TASK DIRECTIONS -
Please return all the records exactly, with nothing left out.

RAW DATA -
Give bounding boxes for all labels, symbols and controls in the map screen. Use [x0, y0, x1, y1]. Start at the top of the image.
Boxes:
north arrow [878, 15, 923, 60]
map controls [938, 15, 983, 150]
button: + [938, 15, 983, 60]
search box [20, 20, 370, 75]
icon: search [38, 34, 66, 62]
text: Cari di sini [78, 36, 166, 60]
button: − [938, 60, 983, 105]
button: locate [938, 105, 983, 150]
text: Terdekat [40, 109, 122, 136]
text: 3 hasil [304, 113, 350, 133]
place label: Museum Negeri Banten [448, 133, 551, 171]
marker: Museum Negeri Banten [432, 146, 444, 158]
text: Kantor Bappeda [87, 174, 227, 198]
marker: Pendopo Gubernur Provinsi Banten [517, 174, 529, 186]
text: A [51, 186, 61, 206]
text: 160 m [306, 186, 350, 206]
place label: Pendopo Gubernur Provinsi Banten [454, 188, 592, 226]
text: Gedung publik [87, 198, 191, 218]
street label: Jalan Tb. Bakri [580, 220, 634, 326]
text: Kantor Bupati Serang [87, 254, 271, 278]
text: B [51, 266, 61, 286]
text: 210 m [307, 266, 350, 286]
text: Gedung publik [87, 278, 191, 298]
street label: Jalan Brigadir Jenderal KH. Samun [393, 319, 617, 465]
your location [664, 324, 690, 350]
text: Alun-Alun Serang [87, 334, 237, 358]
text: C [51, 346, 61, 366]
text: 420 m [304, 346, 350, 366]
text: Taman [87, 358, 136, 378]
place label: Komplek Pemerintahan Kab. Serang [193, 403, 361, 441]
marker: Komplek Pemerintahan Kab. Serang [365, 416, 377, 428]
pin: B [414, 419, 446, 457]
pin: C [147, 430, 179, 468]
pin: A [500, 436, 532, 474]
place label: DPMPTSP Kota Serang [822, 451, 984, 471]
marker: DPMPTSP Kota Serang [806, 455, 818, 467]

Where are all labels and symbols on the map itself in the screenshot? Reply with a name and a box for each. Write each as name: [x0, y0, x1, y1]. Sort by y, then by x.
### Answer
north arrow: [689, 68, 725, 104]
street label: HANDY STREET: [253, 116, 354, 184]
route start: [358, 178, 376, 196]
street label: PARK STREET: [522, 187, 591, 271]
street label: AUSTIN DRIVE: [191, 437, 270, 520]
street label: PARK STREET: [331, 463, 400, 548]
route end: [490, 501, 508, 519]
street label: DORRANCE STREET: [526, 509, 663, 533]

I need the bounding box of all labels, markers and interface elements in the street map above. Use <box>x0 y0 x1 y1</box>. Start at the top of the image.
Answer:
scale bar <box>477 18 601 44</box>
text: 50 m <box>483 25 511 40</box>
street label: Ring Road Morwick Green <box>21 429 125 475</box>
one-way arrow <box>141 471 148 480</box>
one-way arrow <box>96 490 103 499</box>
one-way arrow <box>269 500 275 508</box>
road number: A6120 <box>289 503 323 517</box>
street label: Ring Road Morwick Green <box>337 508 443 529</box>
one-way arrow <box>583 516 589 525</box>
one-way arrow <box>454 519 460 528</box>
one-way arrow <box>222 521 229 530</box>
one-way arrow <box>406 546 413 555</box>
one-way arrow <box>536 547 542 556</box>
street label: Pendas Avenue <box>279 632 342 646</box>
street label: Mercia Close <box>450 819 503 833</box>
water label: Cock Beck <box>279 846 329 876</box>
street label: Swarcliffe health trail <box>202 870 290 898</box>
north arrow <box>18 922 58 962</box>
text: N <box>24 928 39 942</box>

SOLVED EXERCISE -
Give bounding boxes for all labels, symbols and controls in the map screen. Use [x0, y0, x1, y1]. Start at the top of the image.
Boxes:
north arrow [878, 15, 923, 60]
map controls [938, 15, 983, 150]
button: + [938, 15, 983, 60]
search box [20, 20, 370, 75]
icon: search [38, 34, 66, 62]
text: Cari di sini [78, 36, 166, 60]
button: − [938, 60, 983, 105]
button: locate [938, 105, 983, 150]
text: Terdekat [40, 109, 122, 136]
text: 3 hasil [304, 113, 350, 133]
place label: Museum Negeri Banten [448, 133, 551, 171]
marker: Museum Negeri Banten [432, 146, 444, 158]
text: Kantor Bappeda [87, 174, 227, 198]
marker: Pendopo Gubernur Provinsi Banten [517, 174, 529, 186]
text: A [51, 186, 61, 206]
text: 160 m [306, 186, 350, 206]
place label: Pendopo Gubernur Provinsi Banten [454, 188, 592, 226]
text: Gedung publik [87, 198, 191, 218]
street label: Jalan Tb. Bakri [580, 220, 634, 326]
text: Kantor Bupati Serang [87, 254, 271, 278]
text: B [51, 266, 61, 286]
text: 210 m [307, 266, 350, 286]
text: Gedung publik [87, 278, 191, 298]
street label: Jalan Brigadir Jenderal KH. Samun [393, 319, 617, 465]
your location [664, 324, 690, 350]
text: Alun-Alun Serang [87, 334, 237, 358]
text: C [51, 346, 61, 366]
text: 420 m [304, 346, 350, 366]
text: Taman [87, 358, 136, 378]
place label: Komplek Pemerintahan Kab. Serang [193, 403, 361, 441]
marker: Komplek Pemerintahan Kab. Serang [365, 416, 377, 428]
pin: B [414, 419, 446, 457]
pin: C [147, 430, 179, 468]
pin: A [500, 436, 532, 474]
place label: DPMPTSP Kota Serang [822, 451, 984, 471]
marker: DPMPTSP Kota Serang [806, 455, 818, 467]

Where are all labels and symbols on the map itself in the screenshot? Reply with a name and a box for each. Write each as name: [x0, y0, x1, y1]. Sort by y, then by x.
### Answer
north arrow: [689, 68, 725, 104]
street label: HANDY STREET: [253, 116, 354, 184]
route start: [358, 178, 376, 196]
street label: PARK STREET: [522, 187, 591, 271]
street label: AUSTIN DRIVE: [191, 437, 270, 520]
street label: PARK STREET: [331, 463, 400, 548]
route end: [490, 501, 508, 519]
street label: DORRANCE STREET: [526, 509, 663, 533]

I need the bounding box of all labels, markers and interface elements in the street map above. Use <box>x0 y0 x1 y1</box>. Start at the top of the image.
Answer:
scale bar <box>477 18 601 44</box>
text: 50 m <box>483 25 511 40</box>
street label: Ring Road Morwick Green <box>21 429 125 475</box>
one-way arrow <box>141 471 148 480</box>
one-way arrow <box>96 490 103 499</box>
one-way arrow <box>269 500 275 508</box>
road number: A6120 <box>289 503 323 517</box>
street label: Ring Road Morwick Green <box>337 508 443 529</box>
one-way arrow <box>583 516 589 525</box>
one-way arrow <box>454 519 460 528</box>
one-way arrow <box>222 521 229 530</box>
one-way arrow <box>406 546 413 555</box>
one-way arrow <box>536 547 542 556</box>
street label: Pendas Avenue <box>279 632 342 646</box>
street label: Mercia Close <box>450 819 503 833</box>
water label: Cock Beck <box>279 846 329 876</box>
street label: Swarcliffe health trail <box>202 870 290 898</box>
north arrow <box>18 922 58 962</box>
text: N <box>24 928 39 942</box>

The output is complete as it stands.